Dataset entries
== Segment start ==

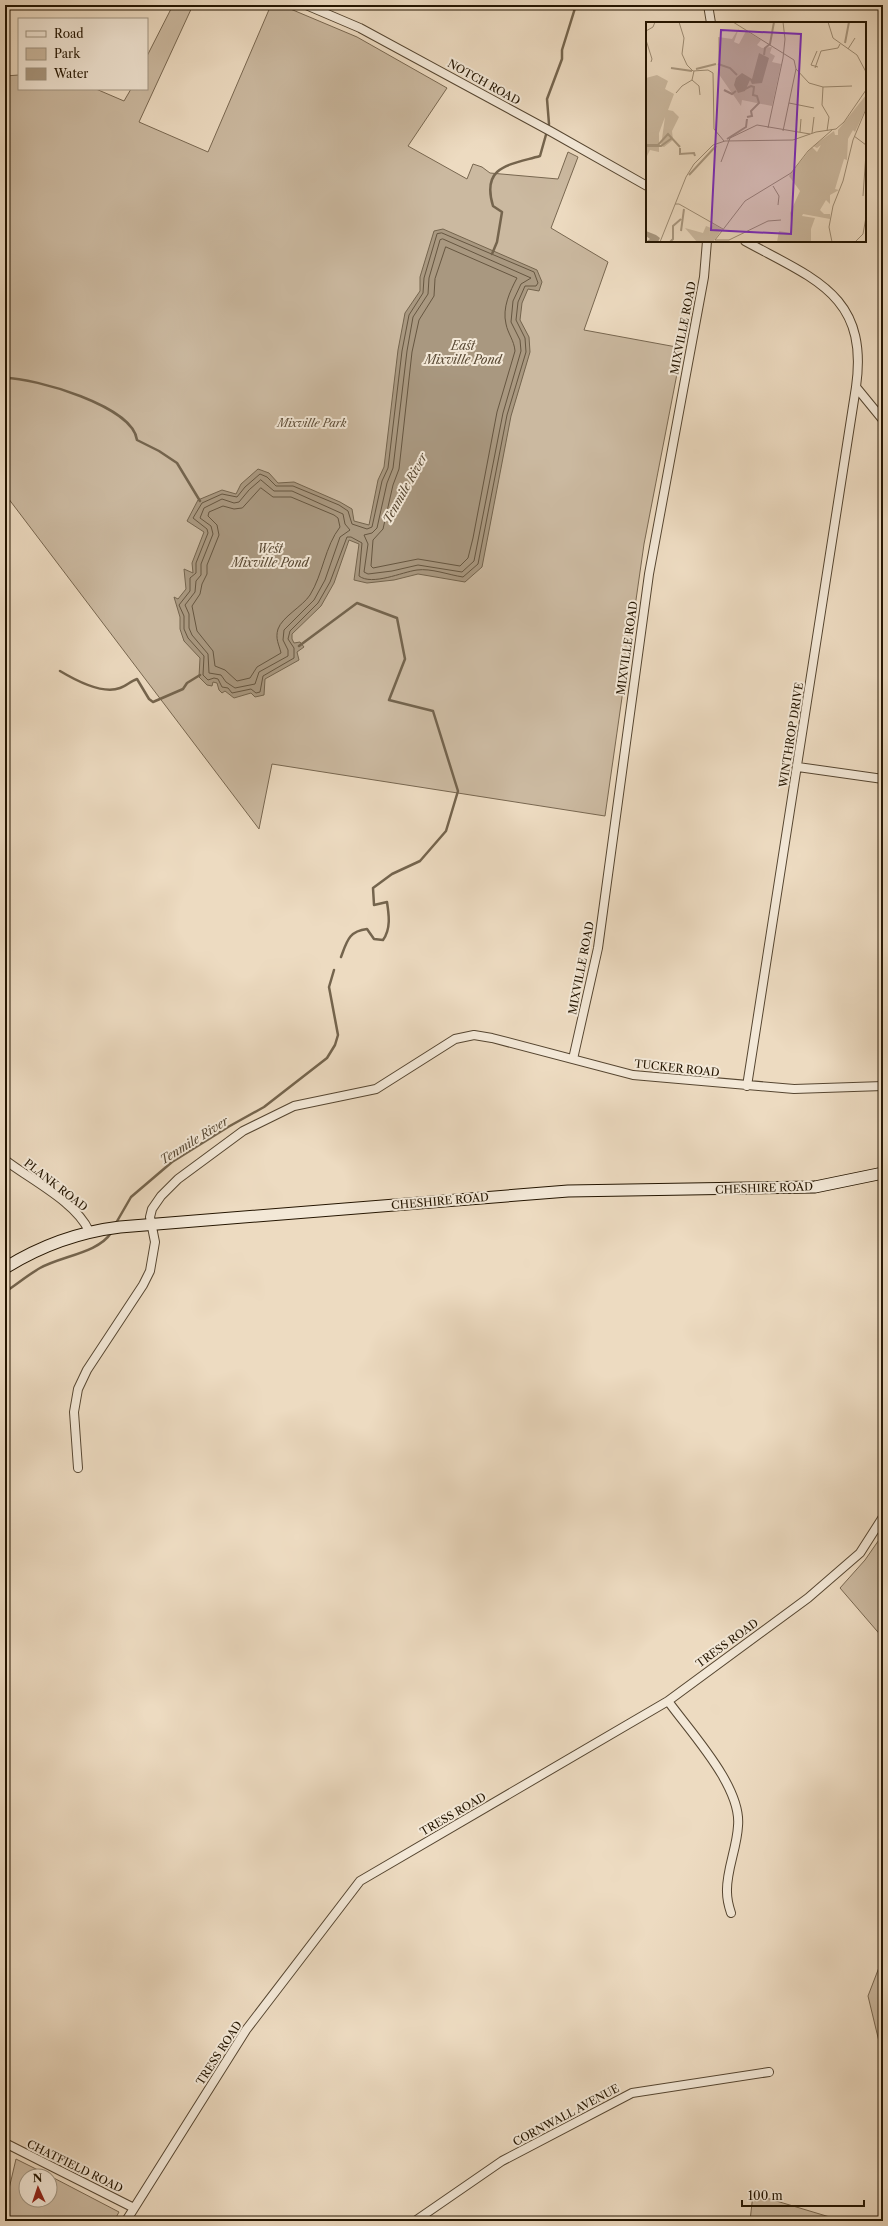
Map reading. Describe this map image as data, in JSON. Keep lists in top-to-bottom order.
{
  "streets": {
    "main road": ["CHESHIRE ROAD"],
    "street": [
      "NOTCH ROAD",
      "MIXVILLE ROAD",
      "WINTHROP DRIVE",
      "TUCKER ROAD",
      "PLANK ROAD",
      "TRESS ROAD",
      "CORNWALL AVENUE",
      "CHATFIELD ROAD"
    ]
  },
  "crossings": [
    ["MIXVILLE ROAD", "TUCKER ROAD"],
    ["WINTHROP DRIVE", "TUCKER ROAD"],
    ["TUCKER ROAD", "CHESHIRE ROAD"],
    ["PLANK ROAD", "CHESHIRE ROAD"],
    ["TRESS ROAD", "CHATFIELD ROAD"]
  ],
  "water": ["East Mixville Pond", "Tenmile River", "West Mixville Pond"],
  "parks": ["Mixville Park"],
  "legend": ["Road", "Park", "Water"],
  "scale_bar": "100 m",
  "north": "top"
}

== Segment end ==

None of the pictures should be carried over when the data above is transcribed exactly.

= REPLY TO THE EXERCISE =
Map reading. Describe this map image as data, in JSON. Keep lists in top-to-bottom order.
{
  "streets": {
    "main road": ["CHESHIRE ROAD"],
    "street": [
      "NOTCH ROAD",
      "MIXVILLE ROAD",
      "WINTHROP DRIVE",
      "TUCKER ROAD",
      "PLANK ROAD",
      "TRESS ROAD",
      "CORNWALL AVENUE",
      "CHATFIELD ROAD"
    ]
  },
  "crossings": [
    ["MIXVILLE ROAD", "TUCKER ROAD"],
    ["WINTHROP DRIVE", "TUCKER ROAD"],
    ["TUCKER ROAD", "CHESHIRE ROAD"],
    ["PLANK ROAD", "CHESHIRE ROAD"],
    ["TRESS ROAD", "CHATFIELD ROAD"]
  ],
  "water": ["East Mixville Pond", "Tenmile River", "West Mixville Pond"],
  "parks": ["Mixville Park"],
  "legend": ["Road", "Park", "Water"],
  "scale_bar": "100 m",
  "north": "top"
}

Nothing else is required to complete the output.